> _What you need to do_
In the entries that follow, how many lines include "transit"? Give the number and nothing else.

** Opening Information supplied block **

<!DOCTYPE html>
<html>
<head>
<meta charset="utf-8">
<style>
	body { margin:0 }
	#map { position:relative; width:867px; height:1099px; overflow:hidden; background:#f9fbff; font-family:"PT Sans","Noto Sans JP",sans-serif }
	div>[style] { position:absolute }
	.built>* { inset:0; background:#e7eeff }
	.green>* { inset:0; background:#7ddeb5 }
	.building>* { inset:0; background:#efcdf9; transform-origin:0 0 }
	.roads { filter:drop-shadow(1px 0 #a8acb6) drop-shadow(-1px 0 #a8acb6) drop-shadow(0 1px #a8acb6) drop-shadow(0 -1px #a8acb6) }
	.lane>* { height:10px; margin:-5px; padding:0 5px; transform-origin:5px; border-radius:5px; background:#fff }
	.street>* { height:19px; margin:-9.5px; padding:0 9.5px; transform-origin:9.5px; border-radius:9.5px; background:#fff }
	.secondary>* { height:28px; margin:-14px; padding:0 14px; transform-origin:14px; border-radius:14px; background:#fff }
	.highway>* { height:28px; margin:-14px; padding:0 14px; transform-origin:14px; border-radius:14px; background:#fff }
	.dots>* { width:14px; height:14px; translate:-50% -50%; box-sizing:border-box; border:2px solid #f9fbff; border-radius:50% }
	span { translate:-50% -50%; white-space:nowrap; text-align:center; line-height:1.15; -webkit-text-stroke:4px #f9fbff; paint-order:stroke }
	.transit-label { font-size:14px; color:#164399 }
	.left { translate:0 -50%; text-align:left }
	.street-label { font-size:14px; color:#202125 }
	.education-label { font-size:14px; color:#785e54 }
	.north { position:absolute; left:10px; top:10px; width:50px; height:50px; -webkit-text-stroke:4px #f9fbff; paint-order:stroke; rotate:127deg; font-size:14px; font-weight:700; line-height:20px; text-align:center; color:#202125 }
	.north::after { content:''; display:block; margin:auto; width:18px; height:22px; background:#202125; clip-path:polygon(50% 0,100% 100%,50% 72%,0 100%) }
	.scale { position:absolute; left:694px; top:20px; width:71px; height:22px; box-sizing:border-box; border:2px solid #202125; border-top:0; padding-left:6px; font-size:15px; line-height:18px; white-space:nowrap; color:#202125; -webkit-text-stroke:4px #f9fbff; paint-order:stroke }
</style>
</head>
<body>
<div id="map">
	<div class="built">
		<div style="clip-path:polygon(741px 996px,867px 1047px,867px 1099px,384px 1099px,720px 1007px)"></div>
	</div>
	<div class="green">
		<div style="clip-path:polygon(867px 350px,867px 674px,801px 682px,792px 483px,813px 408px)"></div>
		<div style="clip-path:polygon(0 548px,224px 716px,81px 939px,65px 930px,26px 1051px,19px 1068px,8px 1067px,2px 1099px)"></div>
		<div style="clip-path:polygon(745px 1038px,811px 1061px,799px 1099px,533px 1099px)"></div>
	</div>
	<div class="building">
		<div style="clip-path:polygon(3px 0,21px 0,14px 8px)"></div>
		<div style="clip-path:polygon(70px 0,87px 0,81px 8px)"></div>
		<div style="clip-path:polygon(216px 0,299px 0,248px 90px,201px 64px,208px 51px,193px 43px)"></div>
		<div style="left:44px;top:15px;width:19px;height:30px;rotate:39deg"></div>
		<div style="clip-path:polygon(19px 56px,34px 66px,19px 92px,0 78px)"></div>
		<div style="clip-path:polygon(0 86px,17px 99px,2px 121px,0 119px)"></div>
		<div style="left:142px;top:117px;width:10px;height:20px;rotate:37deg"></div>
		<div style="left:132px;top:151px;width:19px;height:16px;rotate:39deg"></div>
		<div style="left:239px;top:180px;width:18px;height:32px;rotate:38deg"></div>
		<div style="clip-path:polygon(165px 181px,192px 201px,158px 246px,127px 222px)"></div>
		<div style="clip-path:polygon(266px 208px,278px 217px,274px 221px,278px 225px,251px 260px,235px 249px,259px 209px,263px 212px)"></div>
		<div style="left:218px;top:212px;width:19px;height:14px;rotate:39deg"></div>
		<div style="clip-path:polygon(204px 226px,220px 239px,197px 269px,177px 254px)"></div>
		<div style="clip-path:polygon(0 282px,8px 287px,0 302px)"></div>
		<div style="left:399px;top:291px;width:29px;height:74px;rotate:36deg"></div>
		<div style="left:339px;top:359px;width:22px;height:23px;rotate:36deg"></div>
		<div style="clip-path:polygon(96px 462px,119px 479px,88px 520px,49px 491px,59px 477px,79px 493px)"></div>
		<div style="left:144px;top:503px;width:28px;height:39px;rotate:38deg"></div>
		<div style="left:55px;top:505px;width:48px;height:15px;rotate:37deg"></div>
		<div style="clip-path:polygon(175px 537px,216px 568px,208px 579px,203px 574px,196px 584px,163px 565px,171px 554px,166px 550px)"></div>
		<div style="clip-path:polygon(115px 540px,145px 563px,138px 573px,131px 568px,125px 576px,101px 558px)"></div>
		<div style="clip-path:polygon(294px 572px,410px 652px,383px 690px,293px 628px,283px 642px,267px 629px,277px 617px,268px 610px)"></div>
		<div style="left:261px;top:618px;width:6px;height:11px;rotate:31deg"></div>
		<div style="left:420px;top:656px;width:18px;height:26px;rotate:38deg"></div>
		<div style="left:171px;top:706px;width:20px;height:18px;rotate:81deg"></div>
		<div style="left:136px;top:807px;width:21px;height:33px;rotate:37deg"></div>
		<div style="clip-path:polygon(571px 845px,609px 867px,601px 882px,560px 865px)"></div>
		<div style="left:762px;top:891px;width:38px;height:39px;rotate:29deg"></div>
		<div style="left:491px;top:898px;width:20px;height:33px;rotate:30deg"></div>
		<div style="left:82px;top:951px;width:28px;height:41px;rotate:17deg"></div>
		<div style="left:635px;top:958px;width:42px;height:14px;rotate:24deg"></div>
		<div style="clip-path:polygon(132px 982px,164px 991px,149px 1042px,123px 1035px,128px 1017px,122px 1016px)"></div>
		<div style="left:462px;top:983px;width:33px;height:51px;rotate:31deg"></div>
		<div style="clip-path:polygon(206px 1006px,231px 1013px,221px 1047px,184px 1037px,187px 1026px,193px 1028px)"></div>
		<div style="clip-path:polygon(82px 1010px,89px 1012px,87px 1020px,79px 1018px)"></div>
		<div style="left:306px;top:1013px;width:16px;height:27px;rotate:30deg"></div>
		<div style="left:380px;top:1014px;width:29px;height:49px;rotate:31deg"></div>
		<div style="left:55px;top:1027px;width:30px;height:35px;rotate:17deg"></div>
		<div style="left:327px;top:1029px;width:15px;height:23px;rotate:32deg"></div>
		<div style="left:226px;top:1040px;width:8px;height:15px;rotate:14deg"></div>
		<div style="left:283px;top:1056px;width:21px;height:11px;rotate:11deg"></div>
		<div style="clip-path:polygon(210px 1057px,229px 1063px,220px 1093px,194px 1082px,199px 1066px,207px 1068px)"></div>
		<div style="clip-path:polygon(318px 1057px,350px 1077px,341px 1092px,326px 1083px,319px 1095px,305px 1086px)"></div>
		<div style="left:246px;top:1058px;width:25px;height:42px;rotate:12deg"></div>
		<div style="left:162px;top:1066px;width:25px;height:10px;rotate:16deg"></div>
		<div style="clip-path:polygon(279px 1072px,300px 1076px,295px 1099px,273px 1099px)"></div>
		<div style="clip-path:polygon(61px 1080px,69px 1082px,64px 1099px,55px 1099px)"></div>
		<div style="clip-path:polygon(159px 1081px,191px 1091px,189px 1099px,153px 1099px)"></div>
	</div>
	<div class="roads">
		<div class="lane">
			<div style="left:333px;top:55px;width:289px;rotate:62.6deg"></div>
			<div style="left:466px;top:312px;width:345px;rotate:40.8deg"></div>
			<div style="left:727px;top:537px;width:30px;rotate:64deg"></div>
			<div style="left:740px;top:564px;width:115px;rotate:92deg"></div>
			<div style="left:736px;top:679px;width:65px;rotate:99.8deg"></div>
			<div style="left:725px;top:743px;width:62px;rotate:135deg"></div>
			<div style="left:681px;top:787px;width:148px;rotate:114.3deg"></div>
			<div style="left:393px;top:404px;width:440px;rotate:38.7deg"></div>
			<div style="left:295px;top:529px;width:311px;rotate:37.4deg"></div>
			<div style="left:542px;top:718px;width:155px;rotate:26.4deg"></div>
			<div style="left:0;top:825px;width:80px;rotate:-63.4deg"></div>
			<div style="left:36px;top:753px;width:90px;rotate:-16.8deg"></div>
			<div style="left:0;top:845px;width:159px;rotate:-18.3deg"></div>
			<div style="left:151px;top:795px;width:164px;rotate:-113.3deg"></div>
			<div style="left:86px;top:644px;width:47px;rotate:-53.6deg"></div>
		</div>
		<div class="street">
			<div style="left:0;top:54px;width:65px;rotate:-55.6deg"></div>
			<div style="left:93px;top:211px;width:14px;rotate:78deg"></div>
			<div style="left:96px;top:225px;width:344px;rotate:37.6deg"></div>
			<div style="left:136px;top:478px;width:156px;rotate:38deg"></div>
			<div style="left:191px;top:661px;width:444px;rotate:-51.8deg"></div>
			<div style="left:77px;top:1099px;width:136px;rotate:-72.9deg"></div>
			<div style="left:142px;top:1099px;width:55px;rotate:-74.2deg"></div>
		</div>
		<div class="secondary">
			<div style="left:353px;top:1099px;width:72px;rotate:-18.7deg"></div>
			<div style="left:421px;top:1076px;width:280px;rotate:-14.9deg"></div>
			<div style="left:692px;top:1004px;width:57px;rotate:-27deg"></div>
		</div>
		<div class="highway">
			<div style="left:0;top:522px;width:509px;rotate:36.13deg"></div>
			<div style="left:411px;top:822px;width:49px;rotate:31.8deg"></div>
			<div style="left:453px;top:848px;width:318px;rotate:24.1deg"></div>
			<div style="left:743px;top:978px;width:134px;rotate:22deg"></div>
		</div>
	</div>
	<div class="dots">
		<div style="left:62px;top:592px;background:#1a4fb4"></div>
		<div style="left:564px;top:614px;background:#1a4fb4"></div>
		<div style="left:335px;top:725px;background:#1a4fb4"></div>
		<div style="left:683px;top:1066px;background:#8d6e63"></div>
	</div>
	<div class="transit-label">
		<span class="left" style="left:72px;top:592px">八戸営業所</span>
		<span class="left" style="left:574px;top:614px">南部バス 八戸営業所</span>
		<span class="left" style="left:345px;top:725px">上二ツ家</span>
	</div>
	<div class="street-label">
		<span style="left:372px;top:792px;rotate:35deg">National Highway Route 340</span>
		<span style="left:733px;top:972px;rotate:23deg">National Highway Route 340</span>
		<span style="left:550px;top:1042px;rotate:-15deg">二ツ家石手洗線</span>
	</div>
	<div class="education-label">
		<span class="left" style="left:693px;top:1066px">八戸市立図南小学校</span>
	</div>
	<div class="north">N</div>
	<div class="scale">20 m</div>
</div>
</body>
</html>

** Closing Information supplied block **

> _Exercise output_
2